(Data supplied begins)

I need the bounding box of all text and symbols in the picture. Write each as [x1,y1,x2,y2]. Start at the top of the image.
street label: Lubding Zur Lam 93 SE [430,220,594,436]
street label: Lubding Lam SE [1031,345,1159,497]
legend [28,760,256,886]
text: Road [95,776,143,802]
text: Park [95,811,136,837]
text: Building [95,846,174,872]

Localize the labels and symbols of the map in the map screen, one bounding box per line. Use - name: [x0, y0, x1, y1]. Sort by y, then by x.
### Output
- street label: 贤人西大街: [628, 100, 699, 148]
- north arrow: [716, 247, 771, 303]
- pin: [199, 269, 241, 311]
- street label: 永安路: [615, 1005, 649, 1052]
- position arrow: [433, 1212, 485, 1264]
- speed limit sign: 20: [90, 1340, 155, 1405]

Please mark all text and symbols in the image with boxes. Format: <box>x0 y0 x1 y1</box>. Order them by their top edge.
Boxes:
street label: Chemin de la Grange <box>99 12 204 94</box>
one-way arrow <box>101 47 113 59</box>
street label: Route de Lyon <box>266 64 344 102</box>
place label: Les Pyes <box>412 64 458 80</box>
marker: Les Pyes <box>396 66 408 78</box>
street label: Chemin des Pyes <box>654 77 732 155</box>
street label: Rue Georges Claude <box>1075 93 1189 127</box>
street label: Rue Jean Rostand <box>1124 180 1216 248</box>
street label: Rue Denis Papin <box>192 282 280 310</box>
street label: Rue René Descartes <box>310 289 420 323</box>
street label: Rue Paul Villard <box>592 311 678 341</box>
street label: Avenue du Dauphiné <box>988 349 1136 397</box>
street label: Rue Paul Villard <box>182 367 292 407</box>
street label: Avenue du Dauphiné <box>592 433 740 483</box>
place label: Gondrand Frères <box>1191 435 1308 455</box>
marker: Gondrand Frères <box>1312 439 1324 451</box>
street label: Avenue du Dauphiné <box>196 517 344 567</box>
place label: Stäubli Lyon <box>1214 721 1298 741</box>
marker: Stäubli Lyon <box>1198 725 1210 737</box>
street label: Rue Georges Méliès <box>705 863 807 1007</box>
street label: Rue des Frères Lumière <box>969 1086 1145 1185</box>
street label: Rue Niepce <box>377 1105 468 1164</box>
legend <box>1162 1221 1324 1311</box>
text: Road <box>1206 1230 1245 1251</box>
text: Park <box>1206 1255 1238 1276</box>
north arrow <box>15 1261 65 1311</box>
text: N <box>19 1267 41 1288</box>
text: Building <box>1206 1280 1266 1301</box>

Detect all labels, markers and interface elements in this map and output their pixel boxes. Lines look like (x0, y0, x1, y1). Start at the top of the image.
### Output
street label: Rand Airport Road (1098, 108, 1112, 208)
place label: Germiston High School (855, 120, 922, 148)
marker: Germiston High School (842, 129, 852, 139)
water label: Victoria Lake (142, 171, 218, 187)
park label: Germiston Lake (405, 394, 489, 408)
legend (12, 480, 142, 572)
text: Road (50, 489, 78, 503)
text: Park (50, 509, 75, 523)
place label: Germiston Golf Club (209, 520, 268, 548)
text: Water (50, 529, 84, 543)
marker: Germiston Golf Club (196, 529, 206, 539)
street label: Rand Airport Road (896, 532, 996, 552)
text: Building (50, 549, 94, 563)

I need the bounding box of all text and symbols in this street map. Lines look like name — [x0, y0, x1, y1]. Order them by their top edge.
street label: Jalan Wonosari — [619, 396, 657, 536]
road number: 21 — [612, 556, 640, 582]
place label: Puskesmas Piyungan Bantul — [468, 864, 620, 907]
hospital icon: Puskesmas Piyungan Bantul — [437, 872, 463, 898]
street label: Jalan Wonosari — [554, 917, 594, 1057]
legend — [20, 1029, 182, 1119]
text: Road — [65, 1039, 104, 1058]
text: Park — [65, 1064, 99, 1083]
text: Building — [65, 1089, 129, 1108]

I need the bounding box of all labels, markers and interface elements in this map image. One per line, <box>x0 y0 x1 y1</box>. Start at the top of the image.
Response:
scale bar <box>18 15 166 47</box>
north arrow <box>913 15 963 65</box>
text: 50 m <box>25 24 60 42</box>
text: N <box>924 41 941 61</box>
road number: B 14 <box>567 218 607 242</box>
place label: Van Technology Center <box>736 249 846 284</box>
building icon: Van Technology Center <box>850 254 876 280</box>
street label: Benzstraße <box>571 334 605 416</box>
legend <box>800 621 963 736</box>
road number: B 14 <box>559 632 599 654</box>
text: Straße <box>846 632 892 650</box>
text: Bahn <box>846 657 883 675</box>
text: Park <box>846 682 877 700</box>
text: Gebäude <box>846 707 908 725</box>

(Data supplied ends)

## What is being asked
Nothing in the records may change; output all of them exactly.

## Finished exercise
I need the bounding box of all text and symbols in the picture. Write each as [x1,y1,x2,y2]. Start at the top of the image.
street label: Lubding Zur Lam 93 SE [430,220,594,436]
street label: Lubding Lam SE [1031,345,1159,497]
legend [28,760,256,886]
text: Road [95,776,143,802]
text: Park [95,811,136,837]
text: Building [95,846,174,872]

Localize the labels and symbols of the map in the map screen, one bounding box per line. Use - name: [x0, y0, x1, y1]. Sort by y, then by x.
### Output
- street label: 贤人西大街: [628, 100, 699, 148]
- north arrow: [716, 247, 771, 303]
- pin: [199, 269, 241, 311]
- street label: 永安路: [615, 1005, 649, 1052]
- position arrow: [433, 1212, 485, 1264]
- speed limit sign: 20: [90, 1340, 155, 1405]

Please mark all text and symbols in the image with boxes. Format: <box>x0 y0 x1 y1</box>. Order them by their top edge.
Boxes:
street label: Chemin de la Grange <box>99 12 204 94</box>
one-way arrow <box>101 47 113 59</box>
street label: Route de Lyon <box>266 64 344 102</box>
place label: Les Pyes <box>412 64 458 80</box>
marker: Les Pyes <box>396 66 408 78</box>
street label: Chemin des Pyes <box>654 77 732 155</box>
street label: Rue Georges Claude <box>1075 93 1189 127</box>
street label: Rue Jean Rostand <box>1124 180 1216 248</box>
street label: Rue Denis Papin <box>192 282 280 310</box>
street label: Rue René Descartes <box>310 289 420 323</box>
street label: Rue Paul Villard <box>592 311 678 341</box>
street label: Avenue du Dauphiné <box>988 349 1136 397</box>
street label: Rue Paul Villard <box>182 367 292 407</box>
street label: Avenue du Dauphiné <box>592 433 740 483</box>
place label: Gondrand Frères <box>1191 435 1308 455</box>
marker: Gondrand Frères <box>1312 439 1324 451</box>
street label: Avenue du Dauphiné <box>196 517 344 567</box>
place label: Stäubli Lyon <box>1214 721 1298 741</box>
marker: Stäubli Lyon <box>1198 725 1210 737</box>
street label: Rue Georges Méliès <box>705 863 807 1007</box>
street label: Rue des Frères Lumière <box>969 1086 1145 1185</box>
street label: Rue Niepce <box>377 1105 468 1164</box>
legend <box>1162 1221 1324 1311</box>
text: Road <box>1206 1230 1245 1251</box>
text: Park <box>1206 1255 1238 1276</box>
north arrow <box>15 1261 65 1311</box>
text: N <box>19 1267 41 1288</box>
text: Building <box>1206 1280 1266 1301</box>

Detect all labels, markers and interface elements in this map and output their pixel boxes. Lines look like (x0, y0, x1, y1). Start at the top of the image.
### Output
street label: Rand Airport Road (1098, 108, 1112, 208)
place label: Germiston High School (855, 120, 922, 148)
marker: Germiston High School (842, 129, 852, 139)
water label: Victoria Lake (142, 171, 218, 187)
park label: Germiston Lake (405, 394, 489, 408)
legend (12, 480, 142, 572)
text: Road (50, 489, 78, 503)
text: Park (50, 509, 75, 523)
place label: Germiston Golf Club (209, 520, 268, 548)
text: Water (50, 529, 84, 543)
marker: Germiston Golf Club (196, 529, 206, 539)
street label: Rand Airport Road (896, 532, 996, 552)
text: Building (50, 549, 94, 563)

I need the bounding box of all text and symbols in this street map. Lines look like name — [x0, y0, x1, y1]. Order them by their top edge.
street label: Jalan Wonosari — [619, 396, 657, 536]
road number: 21 — [612, 556, 640, 582]
place label: Puskesmas Piyungan Bantul — [468, 864, 620, 907]
hospital icon: Puskesmas Piyungan Bantul — [437, 872, 463, 898]
street label: Jalan Wonosari — [554, 917, 594, 1057]
legend — [20, 1029, 182, 1119]
text: Road — [65, 1039, 104, 1058]
text: Park — [65, 1064, 99, 1083]
text: Building — [65, 1089, 129, 1108]

I need the bounding box of all labels, markers and interface elements in this map image. One per line, <box>x0 y0 x1 y1</box>. Start at the top of the image.
Response:
scale bar <box>18 15 166 47</box>
north arrow <box>913 15 963 65</box>
text: 50 m <box>25 24 60 42</box>
text: N <box>924 41 941 61</box>
road number: B 14 <box>567 218 607 242</box>
place label: Van Technology Center <box>736 249 846 284</box>
building icon: Van Technology Center <box>850 254 876 280</box>
street label: Benzstraße <box>571 334 605 416</box>
legend <box>800 621 963 736</box>
road number: B 14 <box>559 632 599 654</box>
text: Straße <box>846 632 892 650</box>
text: Bahn <box>846 657 883 675</box>
text: Park <box>846 682 877 700</box>
text: Gebäude <box>846 707 908 725</box>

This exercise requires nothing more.